[The records Boundary: Start]

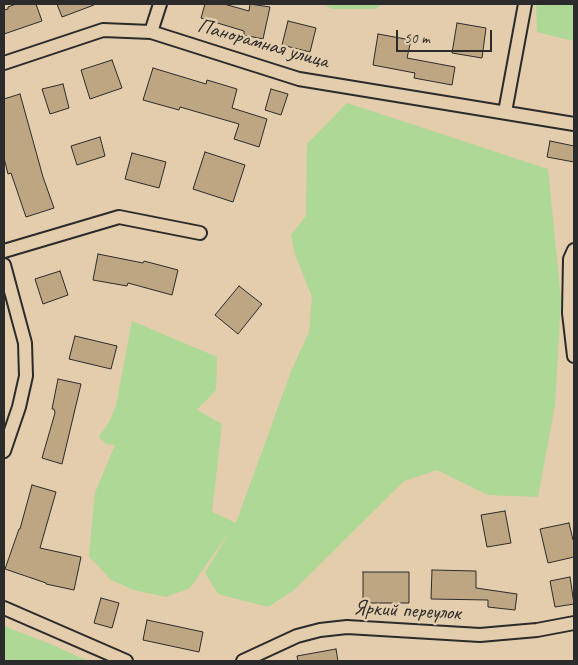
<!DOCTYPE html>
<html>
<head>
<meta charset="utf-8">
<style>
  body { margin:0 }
  #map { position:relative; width:578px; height:665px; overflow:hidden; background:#e3cdac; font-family:Caveat,sans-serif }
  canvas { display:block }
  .frame { position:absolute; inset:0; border:5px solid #2b2b2b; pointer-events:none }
  .scale { position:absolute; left:396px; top:30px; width:96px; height:22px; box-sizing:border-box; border:2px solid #2b2b2b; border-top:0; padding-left:6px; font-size:15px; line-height:18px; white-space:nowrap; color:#2b2b2b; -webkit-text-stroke:4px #e3cdac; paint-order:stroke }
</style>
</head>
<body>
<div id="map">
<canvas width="578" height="665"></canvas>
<div class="frame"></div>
<div class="scale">50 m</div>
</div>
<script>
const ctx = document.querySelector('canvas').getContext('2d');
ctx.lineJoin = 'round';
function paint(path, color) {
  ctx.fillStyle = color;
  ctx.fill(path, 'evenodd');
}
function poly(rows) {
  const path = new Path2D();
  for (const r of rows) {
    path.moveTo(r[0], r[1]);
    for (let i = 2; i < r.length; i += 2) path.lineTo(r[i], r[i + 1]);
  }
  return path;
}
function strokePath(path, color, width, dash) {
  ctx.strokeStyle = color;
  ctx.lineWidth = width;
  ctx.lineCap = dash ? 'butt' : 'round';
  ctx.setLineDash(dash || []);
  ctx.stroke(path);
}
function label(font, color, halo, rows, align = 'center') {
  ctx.font = font + ' Caveat,sans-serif';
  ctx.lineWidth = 5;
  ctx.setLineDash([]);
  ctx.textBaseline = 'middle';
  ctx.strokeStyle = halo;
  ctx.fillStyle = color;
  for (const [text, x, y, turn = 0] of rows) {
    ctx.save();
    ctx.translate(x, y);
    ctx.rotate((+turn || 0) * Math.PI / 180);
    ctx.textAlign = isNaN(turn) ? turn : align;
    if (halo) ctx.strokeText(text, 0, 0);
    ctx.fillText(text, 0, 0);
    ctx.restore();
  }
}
paint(poly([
  [323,4,383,4,375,9,332,9],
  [536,4,574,4,574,41,537,32],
  [347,103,548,169,561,300,555,405,538,497,488,495,437,470,404,481,294,590,268,607,218,594,205,573,230,531,190,588,166,597,134,590,111,580,89,556,95,493,115,445,106,444,99,437,109,422,116,406,132,321,217,357,216,390,197,410,222,424,212,512,236,523,292,369,309,332,312,297,295,254,291,235,306,216,307,144],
  [4,626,55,646,88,661,4,661]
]), '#add895');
const building = poly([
  [16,4,36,4,42,21,4,34,4,10,8,9,8,7,16,4],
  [57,4,94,4,94,5,62,17,57,4],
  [205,4,224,4,249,11,250,4,270,7,263,39,244,35,244,31,201,18,205,4],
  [288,21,316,28,310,52,282,45,288,21],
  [457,23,486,28,482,58,452,53,457,23],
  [378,34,411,40,407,58,455,67,452,85,414,78,415,73,373,65,378,34],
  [112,60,122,88,90,99,81,70,112,60],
  [153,68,206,84,207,80,237,89,232,108,267,119,259,147,234,139,239,124,180,107,179,110,143,100,153,68],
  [63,84,69,108,50,114,42,89,63,84],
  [271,89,288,94,281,115,265,110,271,89],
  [20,94,43,177,54,208,26,217,11,173,8,174,4,158,4,99,20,94],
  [100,137,105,156,77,165,71,146,100,137],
  [550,141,574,146,574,162,547,157,550,141],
  [205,152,245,165,233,202,193,189,205,152],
  [132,153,166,162,159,188,125,179,132,153],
  [98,254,143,263,144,261,178,270,172,295,128,283,127,286,93,280,98,254],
  [60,271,68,295,43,304,35,279,60,271],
  [239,286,262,304,238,334,215,315,239,286],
  [75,336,117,346,111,369,69,359,75,336],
  [58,379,81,384,62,464,42,458,55,413,54,409,52,409,58,379],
  [32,485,56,492,40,548,81,557,74,590,46,584,46,583,5,569,19,529,20,529,32,485],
  [505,511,511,543,487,547,481,515,505,511],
  [569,523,573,540,574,540,574,557,548,563,540,529,569,523],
  [432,570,476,571,476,588,517,594,515,610,488,607,488,600,431,599,432,570],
  [363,572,409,572,409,603,363,603,363,572],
  [570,577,574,604,555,607,550,581,570,577],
  [101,598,119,603,112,628,94,623,101,598],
  [147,620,203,632,199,652,143,640,147,620],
  [336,649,338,661,298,661,297,656,336,649]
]);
paint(building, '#bfa683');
strokePath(building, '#2b2b2b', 1);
const minor = poly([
  [151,32,160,4],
  [4,63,103,30,151,32,299,79,574,124],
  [505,112,525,4],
  [574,250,570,259,569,313,574,356],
  [4,251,119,217,200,233],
  [4,265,25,343,26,376,19,407,4,451],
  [4,608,126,661],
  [243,661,297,636,320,630,347,627,480,635,537,630,574,623]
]);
strokePath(minor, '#2b2b2b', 16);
strokePath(minor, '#e3cdac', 12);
label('21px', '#2b2b2b', '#e3cdac', [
  ["Панорамная улица",263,44,16],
  ["Яркий переулок",407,611,3]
]);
</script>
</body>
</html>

[The records Boundary: End]

- About this exercise -
From the data above, copy each line where the string "function" appears.

- Response -
function paint(path, color) {
function poly(rows) {
function strokePath(path, color, width, dash) {
function label(font, color, halo, rows, align = 'center') {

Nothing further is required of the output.